Trade war alert downgraded! The impact of U.S. tariffs is less than expected, and Wall Street breathes a sigh of relief

The tariffs on imported goods in the United States are slightly lower than the threat level posed by Trump in April, alleviating Wall Street's concerns about an economic recession. The actual tariff rate is expected to be between 15% and 20%, lower than the anticipated 25%. Economists believe that strong global economic growth and a relaxed financial environment have made the outlook less pessimistic. JP Morgan has reduced the risk of recession from 60% to 40%. Although tariffs may still suppress economic growth, Wall Street's view on the recession has improved
According to the Zhitong Finance APP, the tariffs imposed by the United States on imported goods seem to be slightly lower than the levels threatened by President Donald Trump in April, but this is enough to alleviate Wall Street's concerns about the economy falling into a severe recession.
With the trade agreement reached between the United States and the European Union last week, it now appears that the actual tariff rate will ultimately fall within the range of 15% to 20%. This rate is significantly higher than the low single-digit levels at the beginning of the year, but lower than the 25% or even higher rates that were feared after the tariff announcement on April 2.
Economists had worried that the aggressive tariffs proposed by Trump in the "Liberation Day" statement on April 2 would drive up inflation and lead to a significant slowdown in the economy or even a recession.
However, since then, the pessimistic rhetoric surrounding the tariffs has weakened. Economists believe that the strong backdrop of global economic growth, the lower-than-expected impact of tariffs on long-term inflation, and the generally relaxed financial environment are reasons why the outlook appears less bleak.
For example, JP Morgan has reduced the risk of recession from 60% on Liberation Day to 40%, although this is still above normal levels, it is at least not as pessimistic as before.
JP Morgan's chief economist Bruce Kasman stated, "Tariffs are a tax on American purchases of foreign goods, but this tax burden is unlikely to be large enough to hinder the expansion of the U.S. economy."

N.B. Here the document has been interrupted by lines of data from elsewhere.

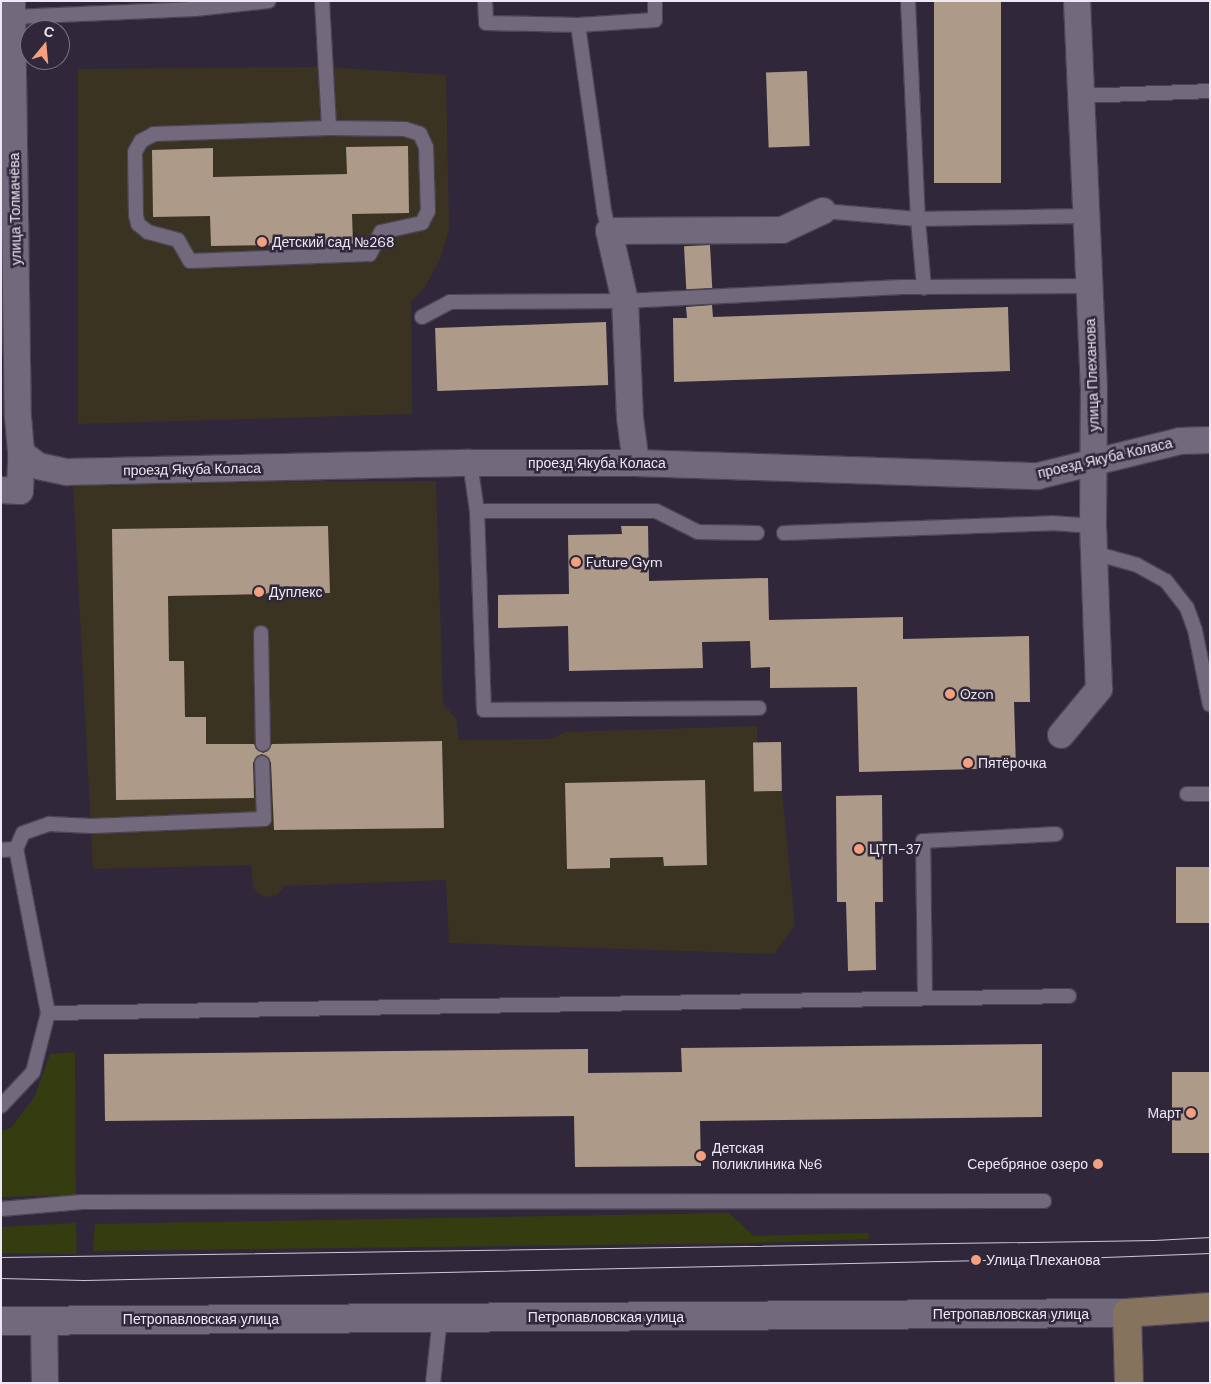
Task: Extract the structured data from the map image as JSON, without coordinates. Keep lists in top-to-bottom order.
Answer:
{
  "streets": {
    "main road": ["Петропавловская улица"],
    "street": ["улица Толмачёва", "улица Плеханова", "проезд Якуба Коласа"]
  },
  "crossings": [
    ["улица Толмачёва", "проезд Якуба Коласа"],
    ["улица Плеханова", "проезд Якуба Коласа"]
  ],
  "places": [
    "Детский сад №268",
    "Future Gym",
    "Дуплекс",
    "Ozon",
    "Пятёрочка",
    "ЦТП-37",
    "Март",
    "Детская поликлиника №6",
    "Серебряное озеро",
    "Улица Плеханова"
  ],
  "north": "top"
}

Like other institutions, the bank had expected Trump's tariffs to trigger a wave of destructive retaliation globally. However, Kasman noted, "What was originally expected to lead to increased global trade restrictions has now evolved into a small step towards opening markets to the U.S."
Tariffs Remain Dangerous
After the U.S. and EU reached a 15% tariff agreement, there has been a renewed perspective on Wall Street that the risk of economic recession has decreased, although tariffs still have the potential to significantly suppress economic growth.

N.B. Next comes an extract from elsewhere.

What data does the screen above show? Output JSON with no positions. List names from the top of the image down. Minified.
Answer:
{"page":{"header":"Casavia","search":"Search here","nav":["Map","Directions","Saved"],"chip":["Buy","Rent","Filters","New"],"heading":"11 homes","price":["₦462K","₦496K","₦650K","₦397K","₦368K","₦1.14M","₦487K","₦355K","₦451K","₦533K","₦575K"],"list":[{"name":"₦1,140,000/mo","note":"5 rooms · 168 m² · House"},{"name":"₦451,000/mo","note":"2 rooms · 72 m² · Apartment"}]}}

Morgan Stanley strategist Michael Zezas stated, "We still believe that the most likely outcome is slow economic growth with stubborn inflation. This is not a recession, but the adverse effects of trade and immigration controls on economic growth outweigh the boosts from deregulation and fiscal stimulus."
It is certain that the final outcome of these trade negotiations is still far from clear.

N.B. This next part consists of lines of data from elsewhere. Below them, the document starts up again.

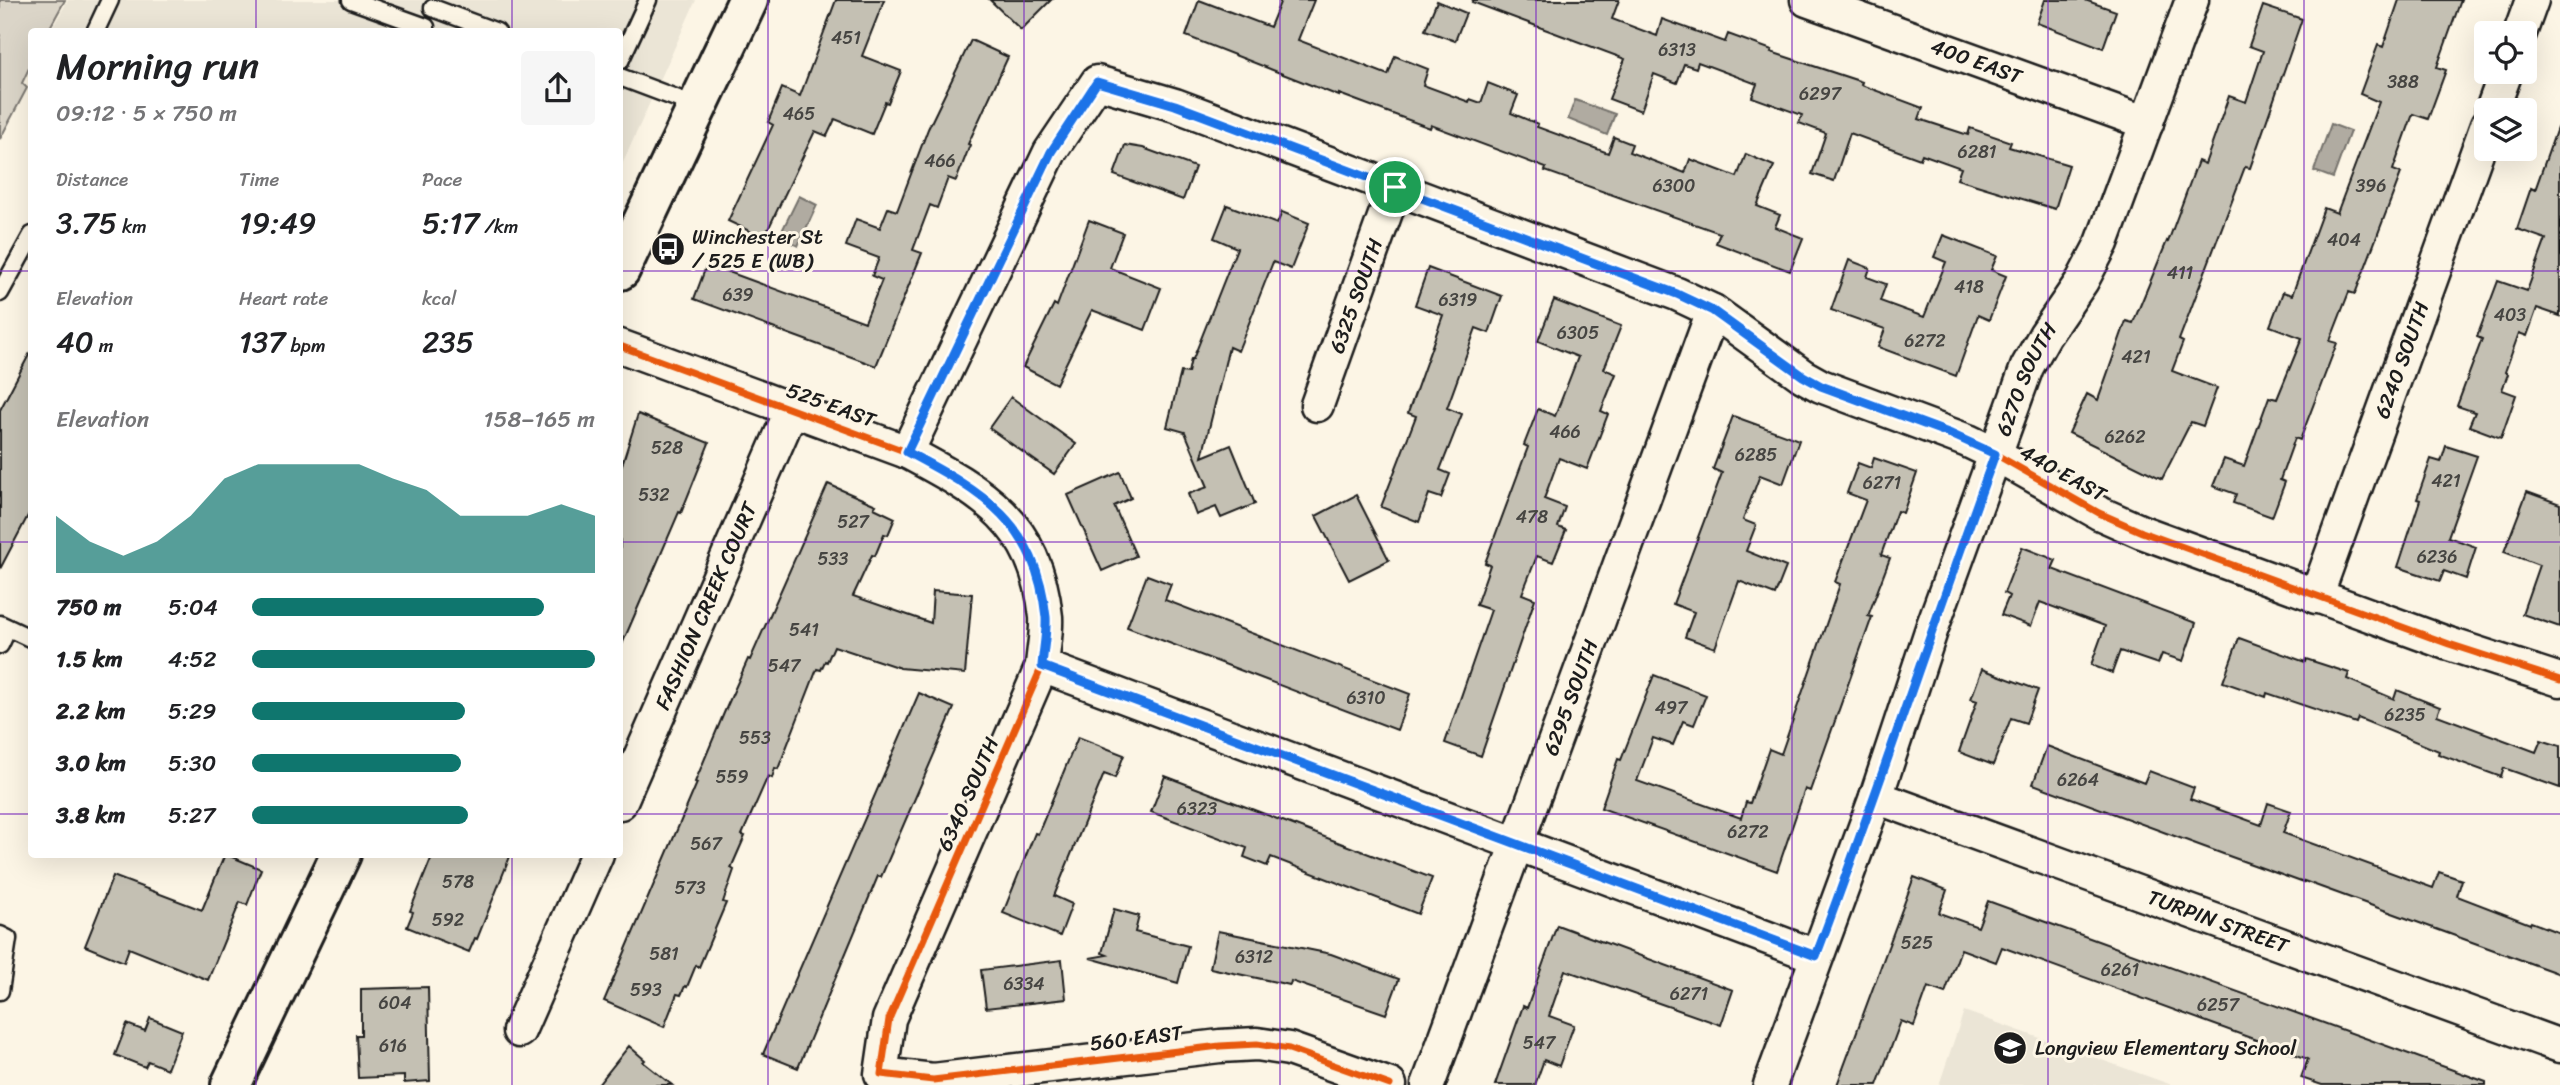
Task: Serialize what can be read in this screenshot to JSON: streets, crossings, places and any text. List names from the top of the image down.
{
  "streets": {
    "street": [
      "400 EAST",
      "6325 SOUTH",
      "6240 SOUTH",
      "6270 SOUTH",
      "525 EAST",
      "440 EAST",
      "FASHION CREEK COURT",
      "6295 SOUTH",
      "6340 SOUTH",
      "TURPIN STREET",
      "560 EAST"
    ]
  },
  "crossings": [
    ["400 EAST", "6270 SOUTH"],
    ["6325 SOUTH", "440 EAST"],
    ["6240 SOUTH", "440 EAST"],
    ["6270 SOUTH", "440 EAST"],
    ["6270 SOUTH", "TURPIN STREET"],
    ["525 EAST", "440 EAST"],
    ["525 EAST", "FASHION CREEK COURT"],
    ["525 EAST", "6340 SOUTH"],
    ["440 EAST", "6295 SOUTH"],
    ["6340 SOUTH", "560 EAST"]
  ],
  "places": {
    "bus stop": ["Winchester St / 525 E (WB)"],
    "school or university": ["Longview Elementary School"]
  },
  "house_numbers": [
    "451",
    "6313",
    "388",
    "6297",
    "465",
    "6281",
    "466",
    "6300",
    "396",
    "404",
    "411",
    "418",
    "639",
    "6319",
    "403",
    "6305",
    "6272",
    "421",
    "466",
    "6262",
    "528",
    "6285",
    "421",
    "6271",
    "532",
    "478",
    "527",
    "6236",
    "533",
    "541",
    "547",
    "6310",
    "497",
    "6235",
    "553",
    "559",
    "6264",
    "6323",
    "6272",
    "567",
    "578",
    "573",
    "592",
    "525",
    "581",
    "6312",
    "6261",
    "6334",
    "593",
    "6271",
    "604",
    "6257",
    "547",
    "616"
  ],
  "page": {
    "heading": ["Morning run", "09:12 · 5 × 750 m"],
    "stats": [
      ["Distance", "3.75 km"],
      ["Time", "19:49"],
      ["Pace", "5:17 /km"],
      ["Elevation", "40 m"],
      ["Heart rate", "137 bpm"],
      ["kcal", "235"]
    ],
    "chart": ["Elevation", "158–165 m"],
    "list": [
      {
        "name": "750 m",
        "note": "5:04"
      },
      {
        "name": "1.5 km",
        "note": "4:52"
      },
      {
        "name": "2.2 km",
        "note": "5:29"
      },
      {
        "name": "3.0 km",
        "note": "5:30"
      },
      {
        "name": "3.8 km",
        "note": "5:27"
      }
    ]
  }
}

Before the August 1 deadline set by Trump, there are still many issues that need to be resolved. If these issues are not properly addressed by then, major U.S. trading partners, including Japan, will face high tariffs.
Zezas added that further escalation of trade friction "could easily lead the economy toward a mild recession. In summary, we expect the U.S. economy to slow down, but as fiscal conditions and deficits become clearer, the risk of a severe recession is diminishing."
Federal Reserve Expected to Cut Rates in September
The U.S.-EU agreement will provide more considerations for the Federal Reserve's discussion this week on the impact of tariffs on inflation. Since Trump took office, the Federal Reserve has kept the benchmark interest rate unchanged, largely due to policymakers' cautious stance on the inflationary impact of tariffs.
The market expects the Federal Reserve to remain on hold at the conclusion of its meeting on Wednesday. However, the market will be looking for clues about the Fed's next steps, which will be influenced by the final actual tariff rates Market expectations indicate that the Federal Reserve will cut interest rates in September. If the economy weakens while inflation is kept under control, the likelihood of a rate cut in September seems to increase further.
Citigroup economist Andrew Hollenhorst stated, "The effective tariff rate is significantly higher than the levels at the beginning of the year. However, as the tariffs from major trading partners stabilize at around 15%, rather than the much higher rates proposed on April 2, both the market and Federal Reserve officials will become increasingly confident that the drag from tariffs on economic growth and the upward risks to inflation will be relatively limited."